I think what confuses the matter is that people sometimes use "credit card" and "debit card" interchangeably. Most Americans with a checking account have a debit card from their bank, for which you are assigned (or choose) a PIN, and you use that card and PIN to get cash from ATMs as well as make purchases (which are automatically deducted from your checking account). I just noticed that my new-ish debit card has a chip in it. I suppose this means I can insert the card and then enter my PIN, though I have just been swiping it so far, as my old one did not have a chip.
This is different from credit cards, which in the past you always had to swipe, and then you would have to do some combination of showing your ID, signing the receipt, or entering the billing zip code (I've only seen this at gas stations). These now have a chip, so you don't have to swipe. However we do not have PINs, so you still have to sign the receipt.
The silly thing about the way that this has been implemented, from what I've noticed so far, is that they've made no incentive to use the chip. People are still preferring to swipe rather than insert their card. Inserting actually takes longer (it says something like "please do not remove card" for several seconds, as opposed to swiping which is instant) so people just aren't doing it. At our local Target, when they first got the chip readers they were requesting that everyone insert rather than swipe, and the lines were backed up for quite a ways, as it just plain took longer. You could feel the irritation level rising. Next time I went they actually started requesting the opposite, saying "if you swipe it won't take as long." A similar thing happened at Trader Joe's, they got new chip readers but instead this time the process was taking longer whether you inserted the card or swiped. It was a terribly long wait and managers were pacing about looking frazzled. I don't know what has gone wrong here, whether the software/machines were designed poorly or if being able to enter a PIN speeds up the process, but so far the implementation doesn't seem all that successful.

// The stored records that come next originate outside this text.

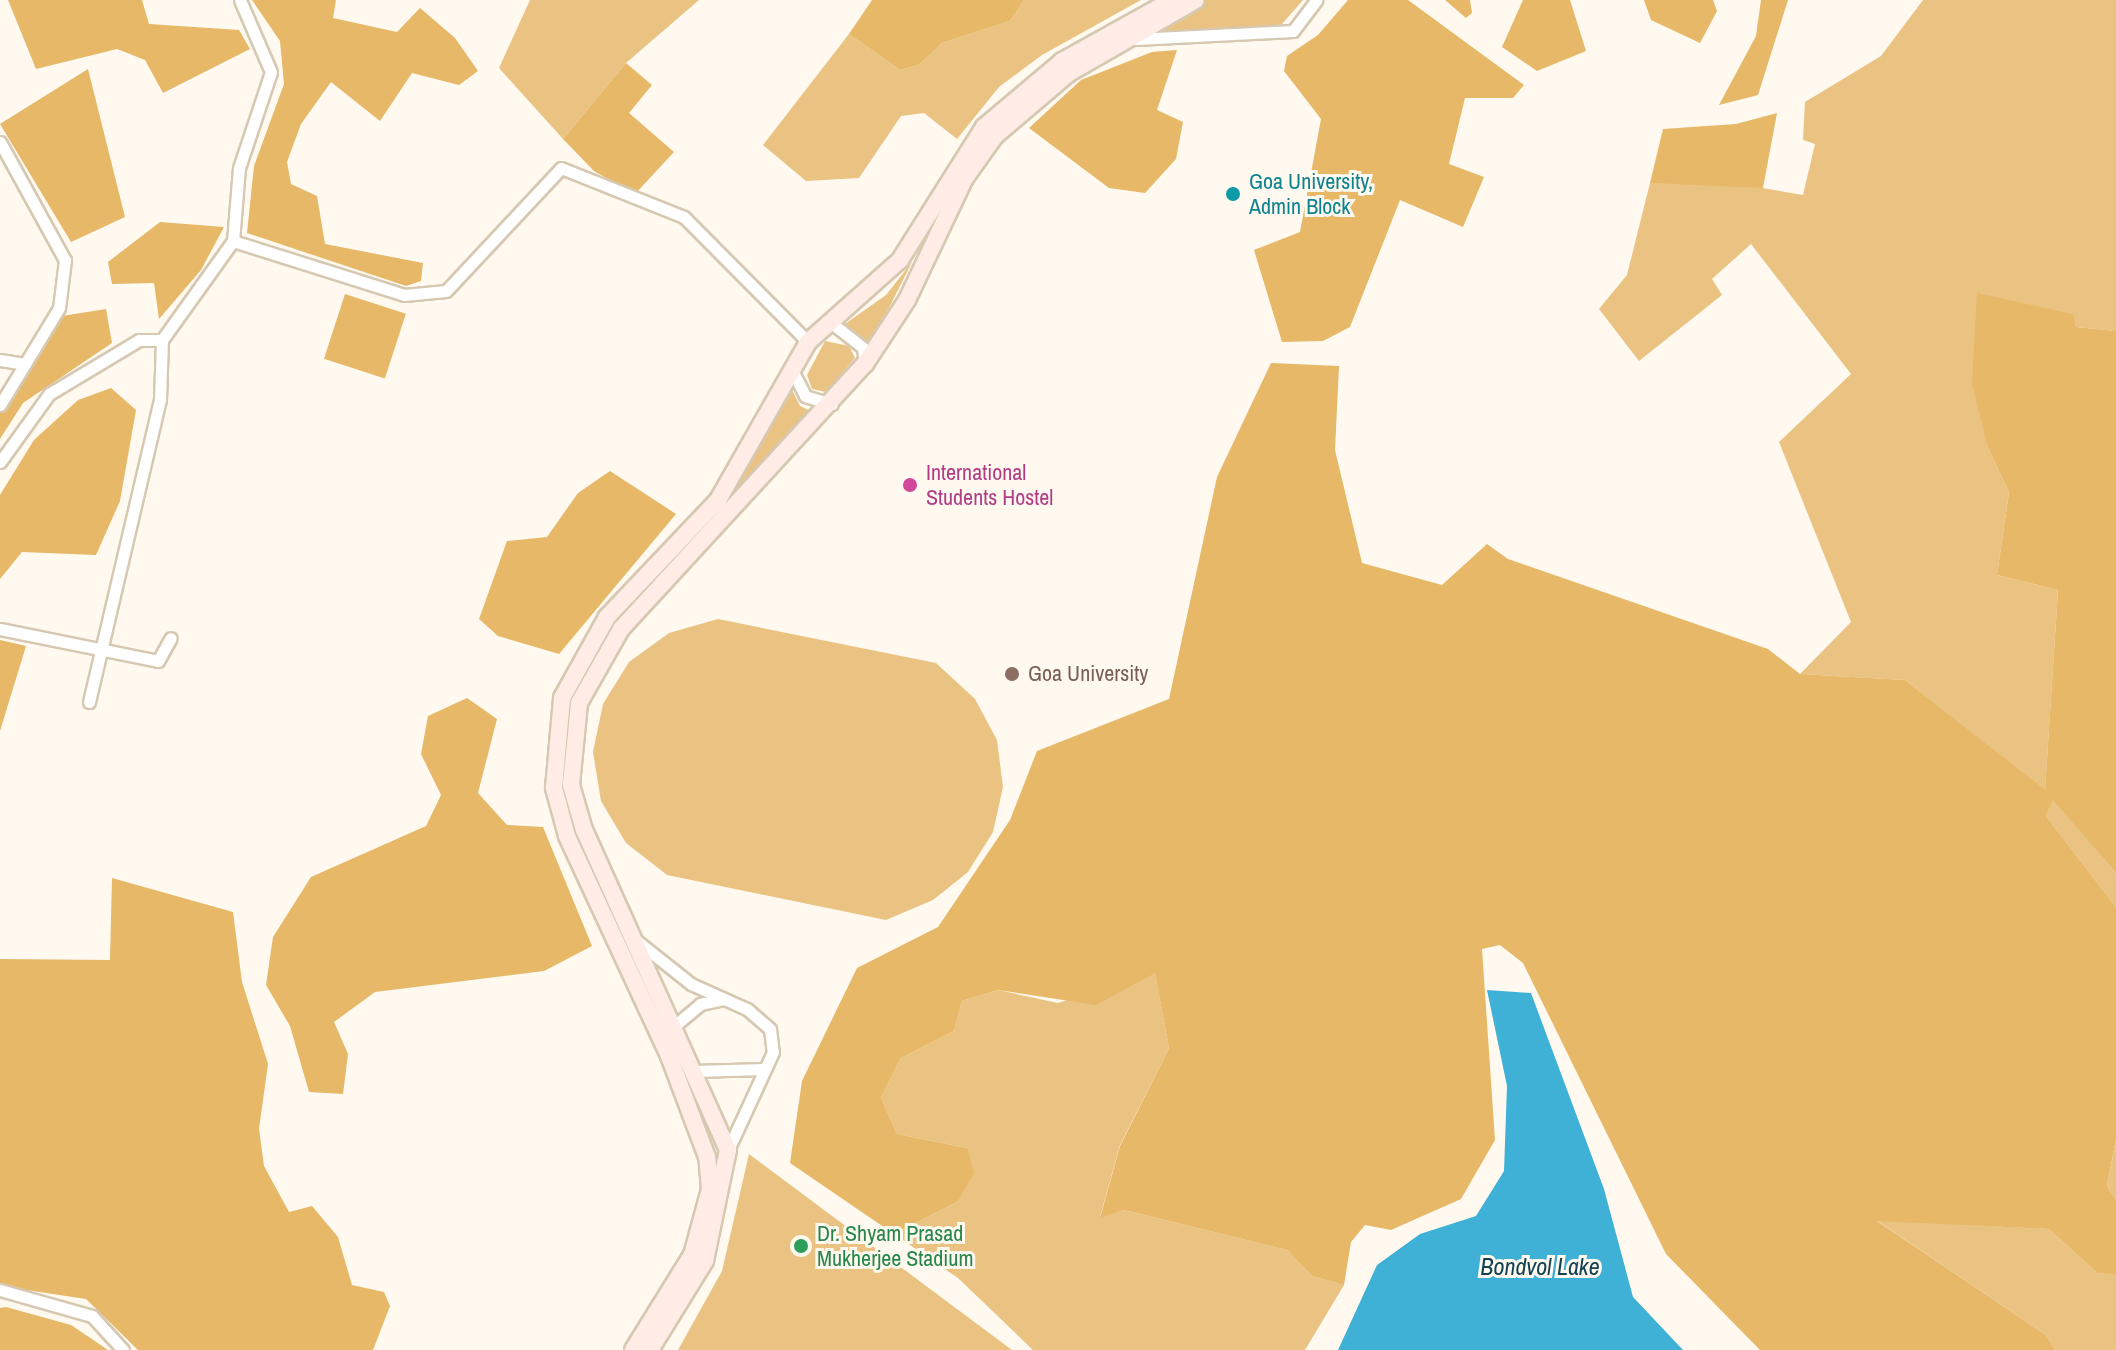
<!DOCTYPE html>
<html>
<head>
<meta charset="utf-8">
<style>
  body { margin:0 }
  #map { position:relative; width:2116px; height:1350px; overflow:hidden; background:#fff9ef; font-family:"Archivo Narrow",sans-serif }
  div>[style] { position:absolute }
  .green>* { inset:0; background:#eac382 }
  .forest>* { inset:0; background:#e6b867; transform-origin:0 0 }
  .water>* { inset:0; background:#3fb0d6 }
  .roads { filter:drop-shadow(2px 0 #d6c8b1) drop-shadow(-2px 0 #d6c8b1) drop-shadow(0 2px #d6c8b1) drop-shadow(0 -2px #d6c8b1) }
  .street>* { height:11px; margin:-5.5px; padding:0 5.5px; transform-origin:5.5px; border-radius:5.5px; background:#fff }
  .secondary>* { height:16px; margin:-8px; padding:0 8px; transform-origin:8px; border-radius:8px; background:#ffece6 }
  .dots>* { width:22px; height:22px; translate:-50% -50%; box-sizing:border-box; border:4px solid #fff9ef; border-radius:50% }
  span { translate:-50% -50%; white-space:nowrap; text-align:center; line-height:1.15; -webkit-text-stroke:6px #fff9ef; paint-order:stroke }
  .culture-label { font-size:22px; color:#0d838f }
  .left { translate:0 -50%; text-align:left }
  .hotel-label { font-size:22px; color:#b23c85 }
  .education-label { font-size:22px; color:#785e54 }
  .leisure-label { font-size:22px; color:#27864d }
  .water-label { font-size:24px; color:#124253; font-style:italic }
</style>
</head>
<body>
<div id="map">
  <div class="green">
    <i style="clip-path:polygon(530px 0,699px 0,626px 63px,563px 139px,499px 68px)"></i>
    <i style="clip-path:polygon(1024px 0,1141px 0,1042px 55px,999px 87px,957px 139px,924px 113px,901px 116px,859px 178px,806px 181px,763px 145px,849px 34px,900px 70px,919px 65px,942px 43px,1010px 21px)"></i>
    <i style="clip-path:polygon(1202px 0,1303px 0,1282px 24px,1256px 30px,1160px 32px)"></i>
    <i style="clip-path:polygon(1923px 0,2116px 0,2116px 331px,2076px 327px,2072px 314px,1977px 294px,1988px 448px,2009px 492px,1997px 575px,2058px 590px,2045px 791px,1905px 680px,1800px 674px,1851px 622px,1779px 442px,1851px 374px,1751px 244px,1712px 279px,1722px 295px,1639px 361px,1599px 309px,1627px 275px,1650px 183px,1739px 184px,1803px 195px,1815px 144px,1803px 140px,1805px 102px,1881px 56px)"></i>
    <i style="clip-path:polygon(912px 262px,889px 308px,865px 345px,845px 324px,886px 295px)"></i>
    <i style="clip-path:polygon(825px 341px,849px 346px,855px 358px,826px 392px,812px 389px,807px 375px)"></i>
    <i style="clip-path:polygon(789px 384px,800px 406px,817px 414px,706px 522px,745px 473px)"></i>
    <i style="clip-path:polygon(718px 619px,936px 663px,975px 699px,997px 740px,1003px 787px,993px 832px,968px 872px,933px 900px,886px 920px,667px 875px,626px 843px,601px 801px,593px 752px,603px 704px,629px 662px,669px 633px)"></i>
    <i style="clip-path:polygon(2053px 799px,2116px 873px,2116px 907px,2046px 816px)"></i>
    <i style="clip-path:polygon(1155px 972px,1169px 1048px,1120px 1145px,1100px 1217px,1124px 1210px,1287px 1250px,1312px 1276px,1344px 1285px,1305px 1350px,1033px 1350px,958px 1278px,894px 1234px,957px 1202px,967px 1148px,897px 1134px,881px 1098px,901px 1058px,954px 1031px,962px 1001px,998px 990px,1058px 1003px)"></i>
    <i style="clip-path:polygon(2116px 1139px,2116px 1200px,2107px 1186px)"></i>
    <i style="clip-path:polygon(749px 1154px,1012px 1350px,678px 1350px,722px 1271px)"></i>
    <i style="clip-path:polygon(1876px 1220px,2049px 1229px,2097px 1273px,2116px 1275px,2116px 1350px,2055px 1350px,2046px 1335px)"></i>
  </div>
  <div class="forest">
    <i style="clip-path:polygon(8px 0,142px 0,149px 24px,239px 30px,250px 49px,163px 93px,145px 60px,117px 49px,36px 69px)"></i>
    <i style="clip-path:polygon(252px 0,336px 0,333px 18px,397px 32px,420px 8px,455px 38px,478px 71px,459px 85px,412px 73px,380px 121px,331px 82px,301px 124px,287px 162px,291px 184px,317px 196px,325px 244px,423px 263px,421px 281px,406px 286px,247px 233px,254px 166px,284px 84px,280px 41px)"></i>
    <i style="clip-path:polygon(872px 0,1024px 0,1010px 21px,942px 43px,919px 65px,900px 70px,849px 34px)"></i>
    <i style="clip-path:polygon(1348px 0,1408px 0,1524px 85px,1513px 98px,1465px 98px,1449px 164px,1484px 177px,1463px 227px,1400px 200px,1350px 327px,1323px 341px,1282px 342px,1254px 250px,1300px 232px,1321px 119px,1284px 71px,1287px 56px,1318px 35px)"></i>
    <i style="clip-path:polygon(1445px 0,1470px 0,1472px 13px,1466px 18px)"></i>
    <i style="clip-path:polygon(1523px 0,1570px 0,1586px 51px,1537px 71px,1502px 47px)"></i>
    <i style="clip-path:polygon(1644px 0,1713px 0,1717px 11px,1700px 43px,1651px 20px)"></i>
    <i style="clip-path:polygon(1761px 0,1788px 0,1758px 95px,1719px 105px,1756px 36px)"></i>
    <i style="clip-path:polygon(1177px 50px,1157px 110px,1183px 122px,1176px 159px,1145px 193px,1109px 188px,1029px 128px,1081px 80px,1152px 52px)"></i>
    <i style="clip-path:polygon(626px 63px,652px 85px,629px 113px,674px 152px,635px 194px,594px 171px,563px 139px)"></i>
    <i style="clip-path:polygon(88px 69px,125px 217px,71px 242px,0 124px)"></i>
    <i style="clip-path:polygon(1777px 113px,1763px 188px,1650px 183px,1663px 129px,1736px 124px)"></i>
    <i style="clip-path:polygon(160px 222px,224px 227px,201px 270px,159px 319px,154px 283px,112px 284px,108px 262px)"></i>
    <i style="clip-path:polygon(1977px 293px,2073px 314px,2076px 327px,2116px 331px,2116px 873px,2053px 800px,2046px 816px,2116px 907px,2116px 1139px,2107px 1186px,2116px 1200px,2116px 1275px,2097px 1273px,2049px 1229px,1877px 1221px,2046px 1335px,2055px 1350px,1760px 1350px,1666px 1254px,1523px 963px,1500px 945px,1482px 949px,1495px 1140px,1461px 1199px,1391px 1230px,1365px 1225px,1351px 1242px,1344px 1285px,1312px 1276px,1287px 1250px,1124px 1210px,1100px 1218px,1120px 1146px,1169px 1048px,1155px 973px,1096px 1005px,998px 990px,962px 1001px,954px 1031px,901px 1058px,881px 1098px,897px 1134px,967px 1148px,974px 1173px,957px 1202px,894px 1234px,790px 1163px,802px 1081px,857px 968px,938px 927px,1010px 820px,1037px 751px,1169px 699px,1217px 477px,1271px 363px,1339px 366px,1335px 450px,1362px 563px,1442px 585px,1487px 544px,1508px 559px,1768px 649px,1800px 674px,1905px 680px,2045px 790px,2058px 590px,1997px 575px,2009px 492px,1988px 448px,1972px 384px)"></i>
    <i style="left:345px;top:294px;width:64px;height:68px;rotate:18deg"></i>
    <i style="clip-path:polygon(106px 309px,112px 343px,23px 403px,0 439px,0 410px,62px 316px)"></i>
    <i style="clip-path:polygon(111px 388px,136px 410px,120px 501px,96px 555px,22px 552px,0 579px,0 495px,34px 440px,78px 400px)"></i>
    <i style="clip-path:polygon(610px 471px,676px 514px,559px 654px,498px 636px,479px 619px,507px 541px,547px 537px,578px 493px)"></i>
    <i style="clip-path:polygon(0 640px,26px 646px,0 731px)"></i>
    <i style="clip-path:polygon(467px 698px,497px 719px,478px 793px,507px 825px,543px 827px,592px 946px,544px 971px,375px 992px,334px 1022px,348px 1054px,343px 1094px,309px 1092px,290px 1026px,266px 985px,273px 937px,311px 877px,426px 826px,441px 795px,421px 754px,428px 716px)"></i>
    <i style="clip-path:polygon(112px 878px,233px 912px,242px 982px,268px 1064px,259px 1129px,264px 1166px,289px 1212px,312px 1206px,338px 1237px,352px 1285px,384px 1292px,390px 1306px,373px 1350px,138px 1350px,86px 1299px,0 1286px,0 959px,110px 960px)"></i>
    <i style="clip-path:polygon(6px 1307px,71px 1325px,108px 1350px,0 1350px,0 1308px)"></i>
  </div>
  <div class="water">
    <i style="clip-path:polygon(1487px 990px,1531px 993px,1604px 1189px,1633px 1297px,1683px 1350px,1338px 1350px,1377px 1265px,1420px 1234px,1476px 1216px,1504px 1171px,1507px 1086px)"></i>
  </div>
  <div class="roads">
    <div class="street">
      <i style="left:1136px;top:39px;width:157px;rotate:-2.9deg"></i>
      <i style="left:1293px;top:31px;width:39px;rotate:-53deg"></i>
      <i style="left:0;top:142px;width:135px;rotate:61.2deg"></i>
      <i style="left:65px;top:260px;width:48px;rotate:97.1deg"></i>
      <i style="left:59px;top:308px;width:66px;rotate:121.3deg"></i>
      <i style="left:233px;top:241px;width:73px;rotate:-85.3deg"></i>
      <i style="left:239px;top:168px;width:101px;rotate:-71.6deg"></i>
      <i style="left:271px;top:72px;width:78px;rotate:-113.3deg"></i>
      <i style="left:834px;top:325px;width:37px;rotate:38deg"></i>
      <i style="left:863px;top:348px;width:16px;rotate:83deg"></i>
      <i style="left:0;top:360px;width:25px;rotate:9deg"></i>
      <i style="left:25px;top:364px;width:48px;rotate:121.4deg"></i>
      <i style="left:795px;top:376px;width:22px;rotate:63deg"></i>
      <i style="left:805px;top:396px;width:28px;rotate:17deg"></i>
      <i style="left:0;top:462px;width:84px;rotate:-54.2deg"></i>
      <i style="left:49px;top:394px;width:105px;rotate:-31deg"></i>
      <i style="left:139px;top:340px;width:23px"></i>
      <i style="left:162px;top:340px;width:122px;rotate:-54.4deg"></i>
      <i style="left:233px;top:241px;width:179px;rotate:17.5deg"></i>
      <i style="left:404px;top:295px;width:42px;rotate:-5.4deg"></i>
      <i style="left:446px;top:291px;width:168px;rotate:-46.9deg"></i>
      <i style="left:561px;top:168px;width:132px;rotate:21.7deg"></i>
      <i style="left:684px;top:217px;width:176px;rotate:45.2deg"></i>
      <i style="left:0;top:629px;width:161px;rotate:11.4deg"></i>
      <i style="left:158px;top:661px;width:26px;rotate:-61deg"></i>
      <i style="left:89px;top:702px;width:310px;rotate:-76.8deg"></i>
      <i style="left:160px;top:400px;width:60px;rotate:-88.1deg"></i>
      <i style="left:637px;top:941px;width:69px;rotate:38.5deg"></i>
      <i style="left:691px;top:984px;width:61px;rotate:24.1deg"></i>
      <i style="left:747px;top:1009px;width:30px;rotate:41deg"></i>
      <i style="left:770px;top:1029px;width:23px;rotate:83deg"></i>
      <i style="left:773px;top:1052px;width:108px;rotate:114.7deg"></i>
      <i style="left:673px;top:1027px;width:35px;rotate:-40deg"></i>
      <i style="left:700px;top:1004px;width:24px;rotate:-12deg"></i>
      <i style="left:693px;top:1071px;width:72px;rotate:-1.6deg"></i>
      <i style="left:0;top:1290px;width:96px;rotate:15.8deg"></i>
      <i style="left:92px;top:1316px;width:46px;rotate:47.6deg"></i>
    </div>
    <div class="secondary">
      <i style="left:633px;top:1350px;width:112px;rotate:-58.2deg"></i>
      <i style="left:692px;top:1255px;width:68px;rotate:-74.7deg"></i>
      <i style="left:710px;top:1189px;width:32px;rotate:-95deg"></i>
      <i style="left:707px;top:1157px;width:108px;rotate:-110.6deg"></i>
      <i style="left:669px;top:1056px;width:242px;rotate:-114.9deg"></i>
      <i style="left:567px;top:836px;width:50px;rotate:-105.2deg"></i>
      <i style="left:554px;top:788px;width:90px;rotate:-84.9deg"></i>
      <i style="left:562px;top:698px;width:93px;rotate:-60.9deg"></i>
      <i style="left:607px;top:617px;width:161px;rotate:-46.5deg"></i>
      <i style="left:718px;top:500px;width:182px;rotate:-60.3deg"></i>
      <i style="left:808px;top:342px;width:123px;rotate:-41.7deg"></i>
      <i style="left:900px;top:260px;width:157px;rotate:-57.7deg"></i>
      <i style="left:984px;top:127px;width:102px;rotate:-40.2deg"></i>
      <i style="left:1062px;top:61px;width:126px;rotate:-29deg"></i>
      <i style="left:650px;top:1350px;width:105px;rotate:-58.3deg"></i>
      <i style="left:705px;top:1261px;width:113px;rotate:-78.3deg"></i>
      <i style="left:728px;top:1150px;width:351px;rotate:-114.2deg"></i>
      <i style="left:584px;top:830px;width:47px;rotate:-106.1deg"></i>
      <i style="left:571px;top:785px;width:82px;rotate:-84.4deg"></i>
      <i style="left:579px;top:703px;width:85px;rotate:-60.4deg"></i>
      <i style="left:621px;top:629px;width:360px;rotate:-47.4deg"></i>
      <i style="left:865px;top:364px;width:77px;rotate:-56.7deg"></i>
      <i style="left:907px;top:300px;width:135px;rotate:-64.6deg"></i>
      <i style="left:965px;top:178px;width:52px;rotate:-54.5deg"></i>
      <i style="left:995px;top:136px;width:97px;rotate:-40.4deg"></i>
      <i style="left:1069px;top:73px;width:146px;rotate:-29.9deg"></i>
    </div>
  </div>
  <div class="dots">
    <i style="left:1233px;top:194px;background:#0f9aa8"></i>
    <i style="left:910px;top:485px;background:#d1479c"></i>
    <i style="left:1012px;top:674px;background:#8d6e63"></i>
    <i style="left:801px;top:1246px;background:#2e9e5b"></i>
  </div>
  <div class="culture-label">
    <span class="left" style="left:1249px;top:194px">Goa University,<br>Admin Block</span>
  </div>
  <div class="hotel-label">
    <span class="left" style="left:926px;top:485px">International<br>Students Hostel</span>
  </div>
  <div class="education-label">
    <span class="left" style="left:1028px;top:674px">Goa University</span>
  </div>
  <div class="leisure-label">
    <span class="left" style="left:817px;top:1246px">Dr. Shyam Prasad<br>Mukherjee Stadium</span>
  </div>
  <div class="water-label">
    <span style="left:1540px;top:1267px">Bondvol Lake</span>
  </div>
</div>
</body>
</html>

But isn't that some of that down to adapting to a new way of doing things. it just takes longer to do something you are not used to do something. Once you are used to doing it it becomes easier and second nature.
In the old days of signature cards it was
1.>Hand card to cashier
2.>Cashier swipes card.
3.>Hands customer pen and reciept to sign
4.>Customer signs receipt, hands it back to cashier
5.>Cashier has to check signature and hope it's still legiable after years of use.
6.>Cashier hands card back to customer
Wih Chip N Pin
1.>Customer inserts card
2.>Customer enters PIN
3.>Customer removes card
In the case of Chip N Pin, the card never leaves the customer.